Wege aus der Social-Media-Falle
Der steigende Konsum von sozialen Medien verändert unser Gehirn. Depressionen, Empathielosigkeit oder Essstörungen nehmen rapide zu. Dagegen hilft nur eine bewusste Reduktion der Bildschirmzeit und mehr Achtsamkeit. Eine führende Expertin klärt auf.
Bis zu elf Stunden täglich. Das ist die Zeit, die wir hierzulande im Durchschnitt vor Bildschirmen verbringen: vor dem PC in der Arbeit, vor dem Tablett, vor dem Smartphone. Neben einer Flut an E-Mails, Chat-Nachrichten und News, die im Minutentakt über uns hereinbrechen, fällt ein großer Teil der Zeit, die wir online sind, auf die Nutzung von Social-Media-Kanälen wie Facebook, Instagram, Twitter, Snapchat und TikTok. In Österreich nutzten mehr als 7,25 Millionen Menschen diese digitalen Plattformen – und das für durchschnittlich eineinhalb Stunden täglich. Diese Zahlen liefert der „Digital 2022-Global Overview Report“ und beschreibt damit eine steigende Tendenz. Denn die Nutzung von sozialen Medien hat allein im Vergleich zum Vorjahr um rund zehn Prozent zugenommen. „Lock-Downs, Isolation, soziale Distanz, Arbeiten von zu Hause aus – all das hat unsere Sehnsucht nach Vernetzung noch verstärkt. Und genau mit diesem verlorenen Gemeinschaftsgefühl locken die Social-Media-Kanäle“, erläutert die renommierte Münchner Digital-Detox-Expertin Dr. Daniela Otto. „Vernetzung ist das Urprinzip des Lebens und prinzipiell etwas Gutes. Soziale Medien triggern diese Ursehnsucht nach Verbundenheit in uns und sie geben uns dieses unwiderstehliche Versprechen: ‚Du bist nicht allein‘“, so Otto, die zum Thema Vernetzung auch promovierte.

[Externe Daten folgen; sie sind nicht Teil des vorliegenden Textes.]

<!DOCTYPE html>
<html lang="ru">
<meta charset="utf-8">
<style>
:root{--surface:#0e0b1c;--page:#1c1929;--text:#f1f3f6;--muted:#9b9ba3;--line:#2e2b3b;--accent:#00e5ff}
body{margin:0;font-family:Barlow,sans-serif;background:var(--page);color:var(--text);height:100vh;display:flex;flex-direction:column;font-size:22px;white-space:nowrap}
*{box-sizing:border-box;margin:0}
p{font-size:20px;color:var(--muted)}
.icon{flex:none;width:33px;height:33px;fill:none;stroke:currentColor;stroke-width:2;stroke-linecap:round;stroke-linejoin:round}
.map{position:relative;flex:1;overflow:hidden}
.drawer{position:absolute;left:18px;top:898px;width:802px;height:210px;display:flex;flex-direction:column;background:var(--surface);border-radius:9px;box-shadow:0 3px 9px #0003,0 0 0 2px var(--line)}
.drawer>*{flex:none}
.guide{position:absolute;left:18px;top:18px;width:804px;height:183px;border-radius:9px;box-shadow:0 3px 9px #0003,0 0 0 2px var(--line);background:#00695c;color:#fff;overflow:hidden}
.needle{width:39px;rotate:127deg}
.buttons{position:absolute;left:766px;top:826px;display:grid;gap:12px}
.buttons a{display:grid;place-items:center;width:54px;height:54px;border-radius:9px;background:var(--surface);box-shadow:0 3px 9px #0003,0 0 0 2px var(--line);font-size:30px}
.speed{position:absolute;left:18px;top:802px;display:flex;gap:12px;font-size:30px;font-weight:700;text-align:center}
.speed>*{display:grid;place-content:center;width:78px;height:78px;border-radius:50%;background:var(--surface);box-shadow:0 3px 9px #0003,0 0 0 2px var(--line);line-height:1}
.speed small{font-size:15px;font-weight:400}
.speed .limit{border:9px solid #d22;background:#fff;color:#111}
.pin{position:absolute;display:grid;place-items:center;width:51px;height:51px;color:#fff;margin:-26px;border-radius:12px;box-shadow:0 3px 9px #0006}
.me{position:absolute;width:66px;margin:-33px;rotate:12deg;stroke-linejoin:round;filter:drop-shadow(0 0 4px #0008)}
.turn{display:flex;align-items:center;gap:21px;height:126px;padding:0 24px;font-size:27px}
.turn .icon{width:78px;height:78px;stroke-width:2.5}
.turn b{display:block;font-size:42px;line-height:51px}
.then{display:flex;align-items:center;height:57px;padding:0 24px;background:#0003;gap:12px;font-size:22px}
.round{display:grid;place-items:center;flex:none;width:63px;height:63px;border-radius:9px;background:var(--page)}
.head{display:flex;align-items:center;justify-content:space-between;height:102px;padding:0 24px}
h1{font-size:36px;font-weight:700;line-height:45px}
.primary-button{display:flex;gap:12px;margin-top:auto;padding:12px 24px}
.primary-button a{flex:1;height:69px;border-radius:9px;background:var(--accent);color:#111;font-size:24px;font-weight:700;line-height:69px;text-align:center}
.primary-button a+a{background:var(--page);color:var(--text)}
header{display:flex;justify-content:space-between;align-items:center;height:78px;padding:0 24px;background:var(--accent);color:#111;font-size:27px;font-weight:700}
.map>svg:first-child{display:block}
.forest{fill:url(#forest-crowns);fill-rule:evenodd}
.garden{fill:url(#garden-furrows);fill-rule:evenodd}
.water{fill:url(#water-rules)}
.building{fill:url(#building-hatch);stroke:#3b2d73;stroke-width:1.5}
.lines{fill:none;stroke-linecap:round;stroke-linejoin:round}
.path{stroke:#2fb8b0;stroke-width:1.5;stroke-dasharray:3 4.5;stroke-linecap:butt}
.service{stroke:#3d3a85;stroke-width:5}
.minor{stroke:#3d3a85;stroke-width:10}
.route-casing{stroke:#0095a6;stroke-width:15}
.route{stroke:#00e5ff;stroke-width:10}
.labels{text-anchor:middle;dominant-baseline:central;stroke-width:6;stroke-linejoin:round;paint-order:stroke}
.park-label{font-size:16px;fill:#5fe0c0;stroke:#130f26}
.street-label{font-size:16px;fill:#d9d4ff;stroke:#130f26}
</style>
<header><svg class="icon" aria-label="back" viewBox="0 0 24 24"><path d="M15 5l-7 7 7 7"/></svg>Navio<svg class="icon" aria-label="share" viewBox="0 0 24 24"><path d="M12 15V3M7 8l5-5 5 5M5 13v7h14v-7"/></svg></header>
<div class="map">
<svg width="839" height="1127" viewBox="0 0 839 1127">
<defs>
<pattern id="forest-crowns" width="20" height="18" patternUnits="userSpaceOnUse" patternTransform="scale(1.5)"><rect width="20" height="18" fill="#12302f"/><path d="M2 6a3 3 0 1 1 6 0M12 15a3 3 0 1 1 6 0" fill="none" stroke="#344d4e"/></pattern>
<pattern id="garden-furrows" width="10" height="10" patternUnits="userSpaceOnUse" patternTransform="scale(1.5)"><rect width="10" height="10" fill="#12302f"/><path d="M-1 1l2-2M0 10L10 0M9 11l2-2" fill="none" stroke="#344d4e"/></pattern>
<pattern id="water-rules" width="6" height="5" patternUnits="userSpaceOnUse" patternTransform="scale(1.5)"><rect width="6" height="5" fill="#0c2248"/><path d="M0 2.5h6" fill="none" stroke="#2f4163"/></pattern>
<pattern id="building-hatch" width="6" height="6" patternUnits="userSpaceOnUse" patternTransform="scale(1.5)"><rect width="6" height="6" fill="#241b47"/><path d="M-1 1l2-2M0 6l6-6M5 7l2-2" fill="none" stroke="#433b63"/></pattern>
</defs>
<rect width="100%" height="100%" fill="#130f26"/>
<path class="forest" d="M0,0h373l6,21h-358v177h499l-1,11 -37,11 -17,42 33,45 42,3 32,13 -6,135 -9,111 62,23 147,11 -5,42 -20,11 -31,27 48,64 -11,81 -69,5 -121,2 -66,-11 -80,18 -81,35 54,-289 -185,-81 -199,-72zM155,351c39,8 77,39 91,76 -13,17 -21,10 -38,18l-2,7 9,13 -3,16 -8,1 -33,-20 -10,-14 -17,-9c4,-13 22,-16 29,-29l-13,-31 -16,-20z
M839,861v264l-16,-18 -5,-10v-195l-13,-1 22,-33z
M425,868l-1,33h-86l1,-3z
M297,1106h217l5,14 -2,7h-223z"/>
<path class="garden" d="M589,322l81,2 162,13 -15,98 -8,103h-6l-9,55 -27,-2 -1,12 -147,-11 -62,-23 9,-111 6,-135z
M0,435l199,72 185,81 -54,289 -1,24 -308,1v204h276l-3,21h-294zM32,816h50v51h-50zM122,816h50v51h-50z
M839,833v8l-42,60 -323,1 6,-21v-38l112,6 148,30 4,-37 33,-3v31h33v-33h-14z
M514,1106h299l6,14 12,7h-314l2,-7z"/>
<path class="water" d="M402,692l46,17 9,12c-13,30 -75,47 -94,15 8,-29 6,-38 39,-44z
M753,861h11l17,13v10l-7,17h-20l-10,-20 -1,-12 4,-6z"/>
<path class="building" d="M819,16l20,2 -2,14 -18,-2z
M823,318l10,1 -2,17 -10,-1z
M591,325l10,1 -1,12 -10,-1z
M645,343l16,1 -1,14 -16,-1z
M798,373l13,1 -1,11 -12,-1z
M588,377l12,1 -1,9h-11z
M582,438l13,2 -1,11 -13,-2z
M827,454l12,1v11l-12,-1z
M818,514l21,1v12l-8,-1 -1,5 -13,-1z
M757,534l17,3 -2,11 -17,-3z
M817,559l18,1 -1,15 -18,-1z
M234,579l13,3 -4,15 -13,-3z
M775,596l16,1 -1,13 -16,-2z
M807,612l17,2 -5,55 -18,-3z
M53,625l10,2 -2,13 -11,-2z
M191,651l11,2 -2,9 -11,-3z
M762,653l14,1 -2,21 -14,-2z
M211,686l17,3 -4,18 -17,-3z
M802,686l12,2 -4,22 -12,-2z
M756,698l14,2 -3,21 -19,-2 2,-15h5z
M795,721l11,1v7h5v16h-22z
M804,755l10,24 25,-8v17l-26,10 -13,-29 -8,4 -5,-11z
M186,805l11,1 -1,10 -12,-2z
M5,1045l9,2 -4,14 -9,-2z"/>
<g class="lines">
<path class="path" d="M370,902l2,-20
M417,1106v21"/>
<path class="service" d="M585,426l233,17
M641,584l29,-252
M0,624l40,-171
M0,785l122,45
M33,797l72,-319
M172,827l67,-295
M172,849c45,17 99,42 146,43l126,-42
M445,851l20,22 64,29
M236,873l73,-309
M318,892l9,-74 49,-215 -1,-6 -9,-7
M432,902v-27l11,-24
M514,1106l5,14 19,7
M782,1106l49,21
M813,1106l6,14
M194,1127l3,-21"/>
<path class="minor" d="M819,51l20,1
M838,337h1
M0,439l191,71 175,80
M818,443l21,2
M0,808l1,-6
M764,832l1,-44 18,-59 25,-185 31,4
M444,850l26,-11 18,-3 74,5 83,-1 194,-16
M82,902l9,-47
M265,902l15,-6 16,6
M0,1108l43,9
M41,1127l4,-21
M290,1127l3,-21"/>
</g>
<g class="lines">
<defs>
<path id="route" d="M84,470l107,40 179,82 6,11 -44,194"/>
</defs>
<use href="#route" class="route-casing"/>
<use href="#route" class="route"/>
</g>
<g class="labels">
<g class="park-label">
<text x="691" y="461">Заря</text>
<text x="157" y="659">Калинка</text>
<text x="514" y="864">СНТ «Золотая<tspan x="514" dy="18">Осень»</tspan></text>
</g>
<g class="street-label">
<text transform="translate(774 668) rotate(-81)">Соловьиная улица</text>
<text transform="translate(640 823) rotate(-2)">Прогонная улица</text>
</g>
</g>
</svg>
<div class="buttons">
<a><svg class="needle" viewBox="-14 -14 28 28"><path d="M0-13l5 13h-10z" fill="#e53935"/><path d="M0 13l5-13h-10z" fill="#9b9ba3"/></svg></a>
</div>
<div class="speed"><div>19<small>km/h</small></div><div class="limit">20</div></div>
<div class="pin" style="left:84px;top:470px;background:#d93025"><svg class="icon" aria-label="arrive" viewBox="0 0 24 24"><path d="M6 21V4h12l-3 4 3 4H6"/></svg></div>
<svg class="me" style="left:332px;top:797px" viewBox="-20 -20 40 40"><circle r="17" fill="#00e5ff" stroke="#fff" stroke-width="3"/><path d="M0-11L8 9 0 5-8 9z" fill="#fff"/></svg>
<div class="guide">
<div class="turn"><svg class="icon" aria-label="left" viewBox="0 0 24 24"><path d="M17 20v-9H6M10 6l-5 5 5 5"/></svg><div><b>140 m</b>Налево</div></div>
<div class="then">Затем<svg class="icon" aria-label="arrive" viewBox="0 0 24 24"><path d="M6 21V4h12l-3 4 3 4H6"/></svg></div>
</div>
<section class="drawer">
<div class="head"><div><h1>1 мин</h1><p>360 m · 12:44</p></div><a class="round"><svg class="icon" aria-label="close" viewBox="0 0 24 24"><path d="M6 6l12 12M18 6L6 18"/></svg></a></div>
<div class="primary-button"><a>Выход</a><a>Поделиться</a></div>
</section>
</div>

Digital Detox – so gelingt’s
Dr. Daniela Otto verrät zehn Tipps für Ihren Start in ein bewussteres Online-Leben.
Kaufen Sie sich einen Wecker! Neun von zehn Menschen starten ihren Tag mit dem Griff zum Handy – und laden sich dabei sofort den gesamten Stress der Welt auf. „Schalten Sie Ihr Handy nachts aus und verbannen Sie es aus dem Schlafzimmer“, rät Daniela Otto.
Bewusst online gehen „Warum gehe ich jetzt online und was ist mein Ziel?“, das seien die Fragen, die man sich vor dem Griff zum Smartphone stellen sollte. „Sobald Sie die gewünschte Information gefunden haben, gehen Sie wieder offline“, beschreibt die Expertin die Digital-Detox-Übung, die das Endlos-Scrollen unterbindet.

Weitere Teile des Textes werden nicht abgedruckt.